There was a lot of buzz around the Women’s Leadership Summit sessions at Dreamforce this year. Specifically, the Women’s Innovation Panel with Gayle King (who I watch every morning on CBS Morning Show) interviewing Susan Wojcicki, CEO at YouTube, and Jessica Alba, CEO at The Honest Company. This session had huge potential to discuss the success and struggles both CEOs have faced in growing their companies. Both are mothers, yes, but they are also two CEOs who work hard to encourage success, manage teams and make important day-to-day decisions, all the while in the public eye.
Unfortunately, King chose to focus on a different area. When Wojcicki mentioned that her children range in age from 8 months to 16 years old, King asked, “by the same husband?” King again drew negative attention to the female CEOs when addressing Alba’s desire to start The Honest Company, “people seem to think there’s a beginning and an end to a Hollywood career. Were you thinking ahead about that? Your Hollywood career is by no means over,” insinuating that Alba eventually couldn’t do both.
As an event producer, it’s sessions like this that evoke anxiety and horror, but also drive me to constantly refine my management style. The lack of prep with the panel at Dreamforce isn’t totally the panelists fault. The event producer is partially responsible for ensuring that everyone is on the same page before walking out on stage. This unfortunate example drives home two points from my #50Tips to Hosting Badass Events presentation.

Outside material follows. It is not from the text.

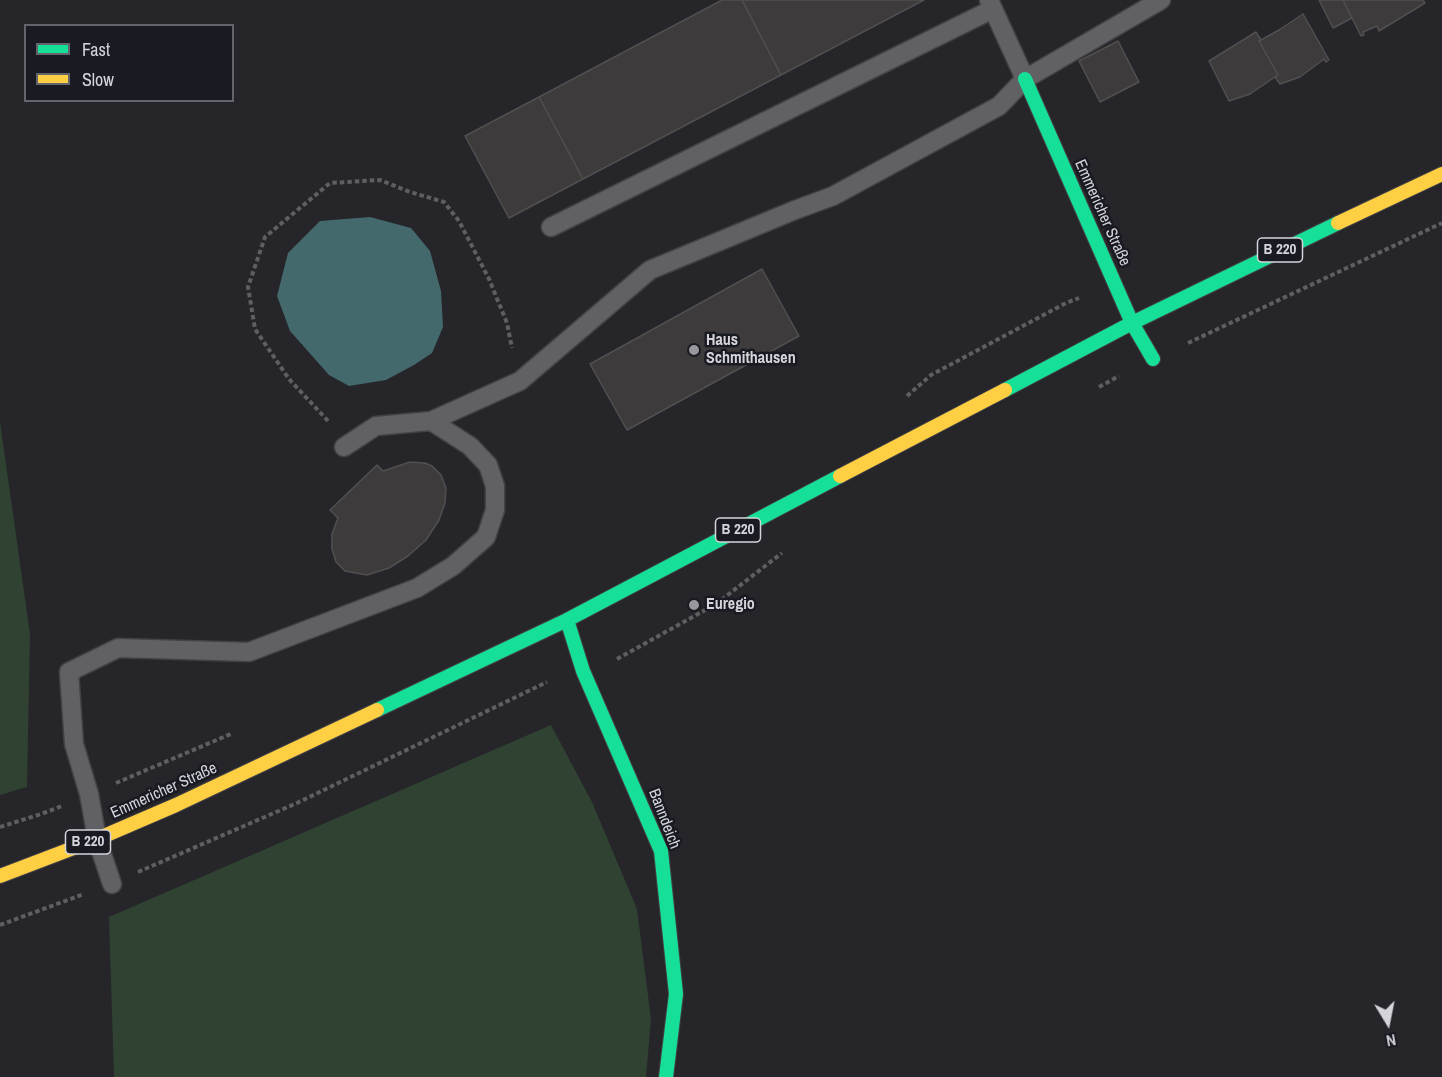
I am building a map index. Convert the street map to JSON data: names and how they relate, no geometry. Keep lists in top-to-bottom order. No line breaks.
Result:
{"streets":{"main road":["Emmericher Straße","B 220","Banndeich"]},"crossings":[["Emmericher Straße","B 220"],["Emmericher Straße","Banndeich"],["B 220","Banndeich"]],"places":["Haus Schmithausen","Euregio"],"legend":["Fast","Slow"],"north":"bottom"}
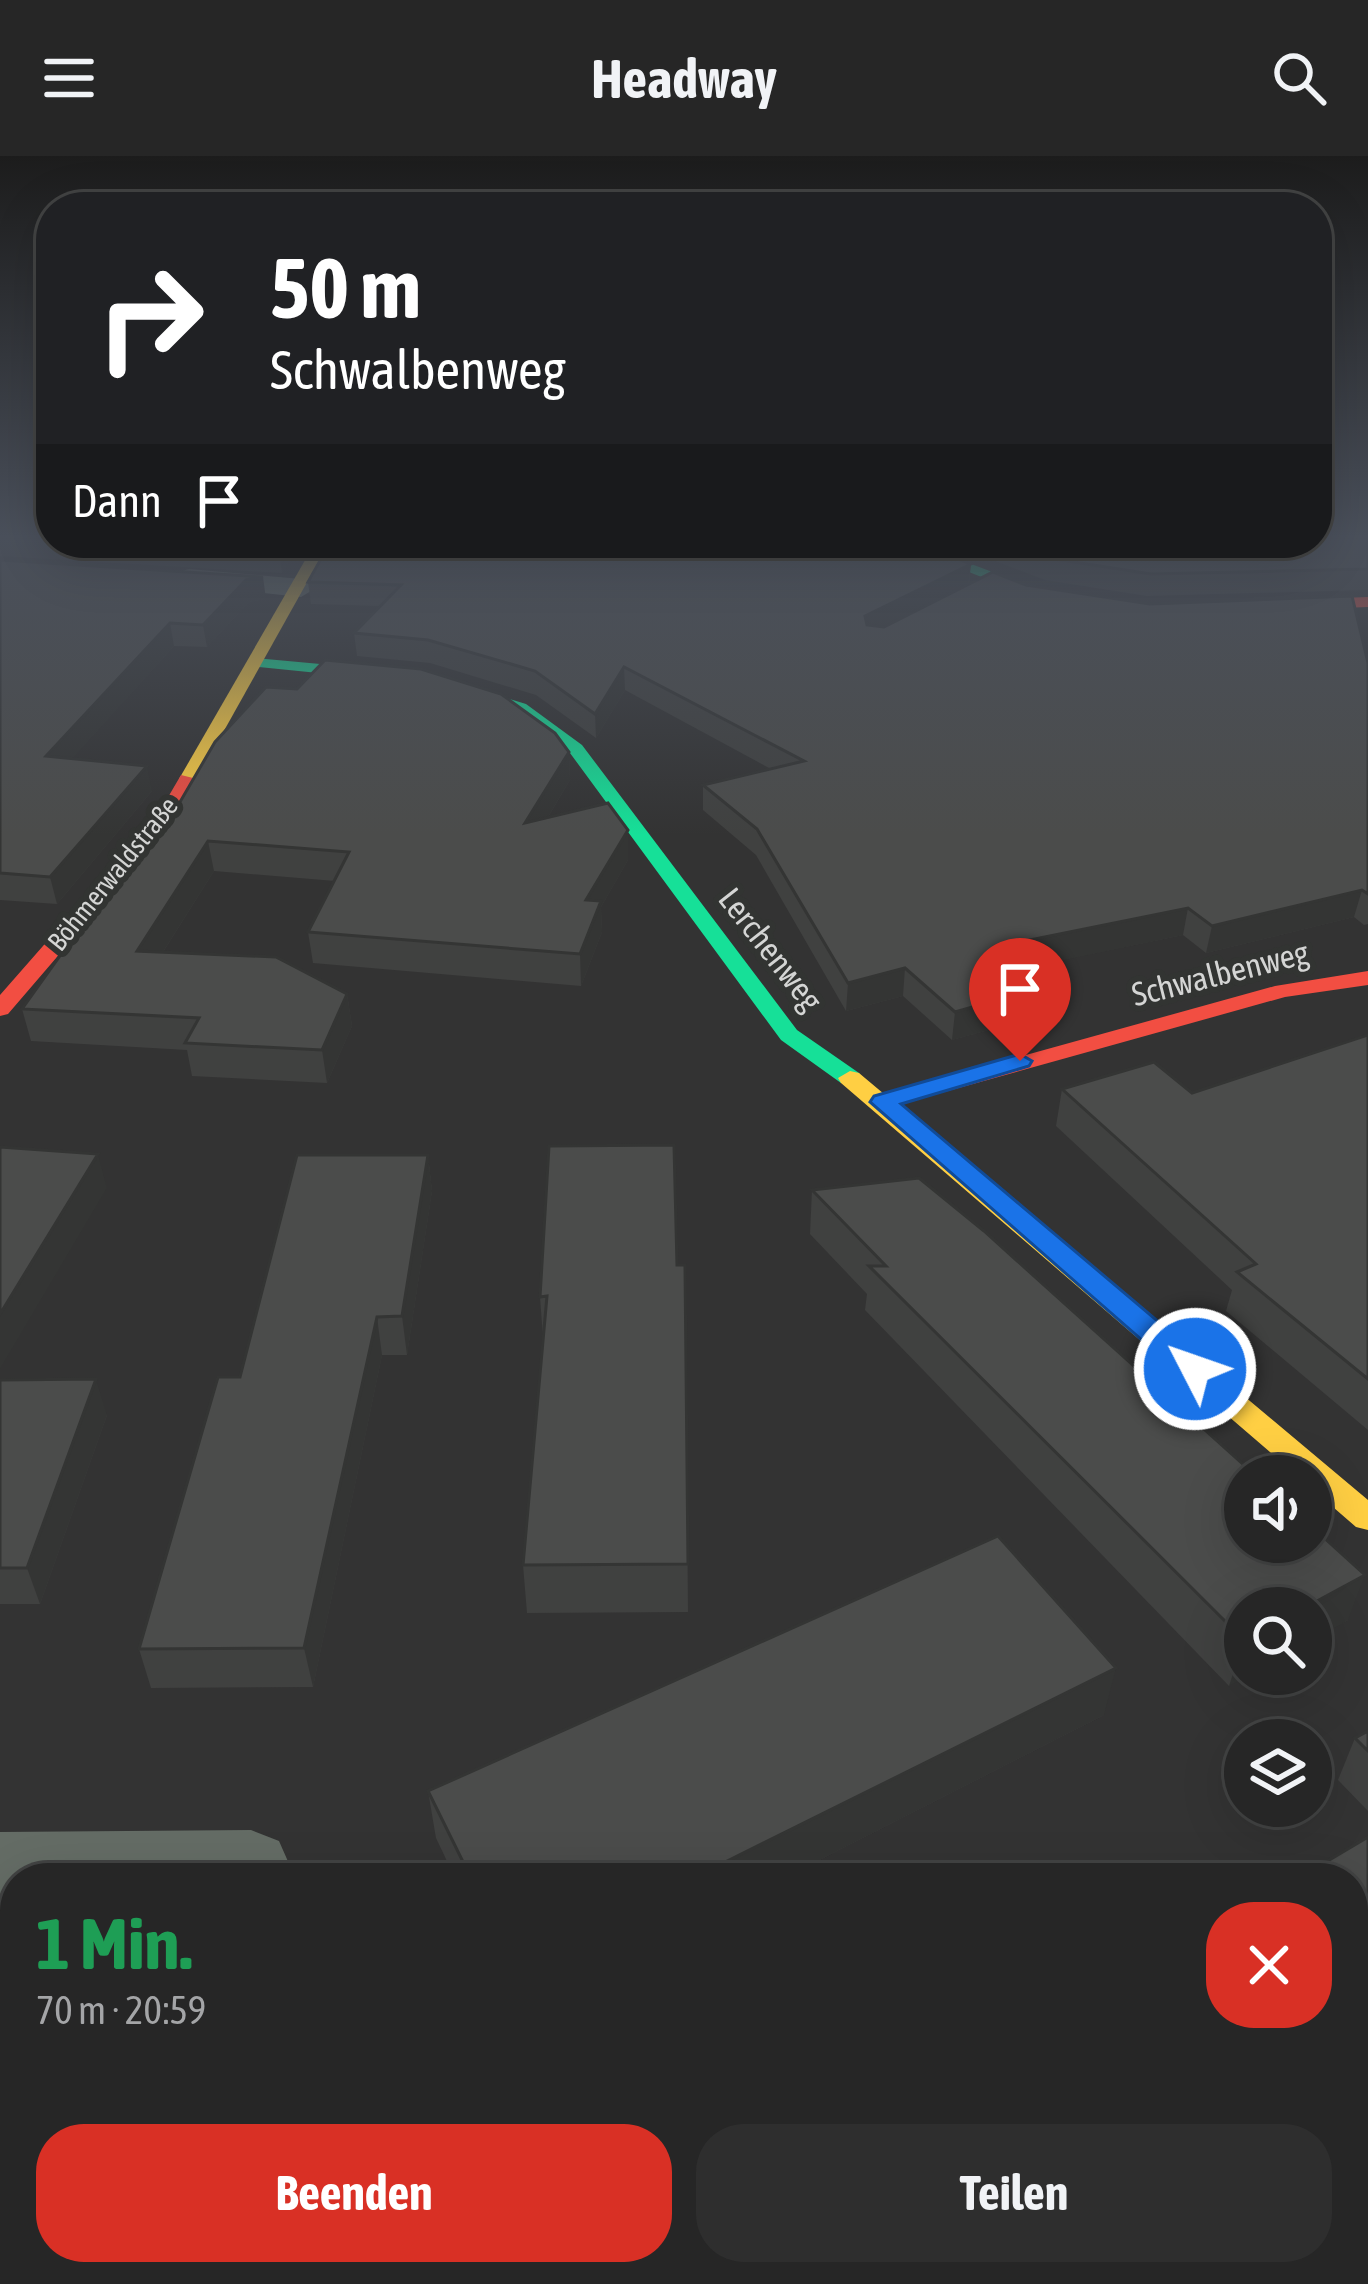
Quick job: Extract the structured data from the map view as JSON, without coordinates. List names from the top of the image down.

Tip 15: Prep your speakers
As a producer, it’s up to you to ensure everyone who walks out on stage is adequately prepared. You’re responsible for the content and it shouldn’t matter who the speaker is–CEO, celebrity, hackathon participant–it all comes down to your guarantee that only excellence is being shared from the stage. At Reinventing Events, we schedule prep calls with speakers and panels that usually last 20 minutes. The first 10 minutes are spent reviewing the content and allowing our client to discuss details with the speaker. Beforehand, we mention to the client that this is the time for them to make suggestions to the speaker for what will be best received by attendees. The last 10 minutes of the call are to cover logistics like where to check-in, details for reimbursements/travel and reminders about the VIP reception or lounge. Super quick! Speakers thank us for these calls!
Tip 17: Don’t make your panel facilitator do all the work
Some people think panels are easy–line up the panelists, appoint a moderator and you’re done. Absolutely NOT TRUE! So many panels managed this way don’t incorporate proper preparation tactics. Many panelists don’t meet each other until they’re in the green room, which is way too late. Good moderators will want to connect with their panelists in advance. When we manage panels, we start the conversation with an introductory email, asking everyone to contribute something they’re interested in. We try to make sure the conversations steer clear of areas of self-promotion and make that known. We work to get panels on a call together, with our client, so the direction of the conversation is streamlined on stage. Arranging panelists for a call takes additional work to coordinate, but it’s well worth the extra effort!
Bottom line–even though it may seem labor-intensive, event producers must review items being presented, no matter the speaker, facilitator or panelist. Don’t expect them to know what’s best for your audience. That’s your job!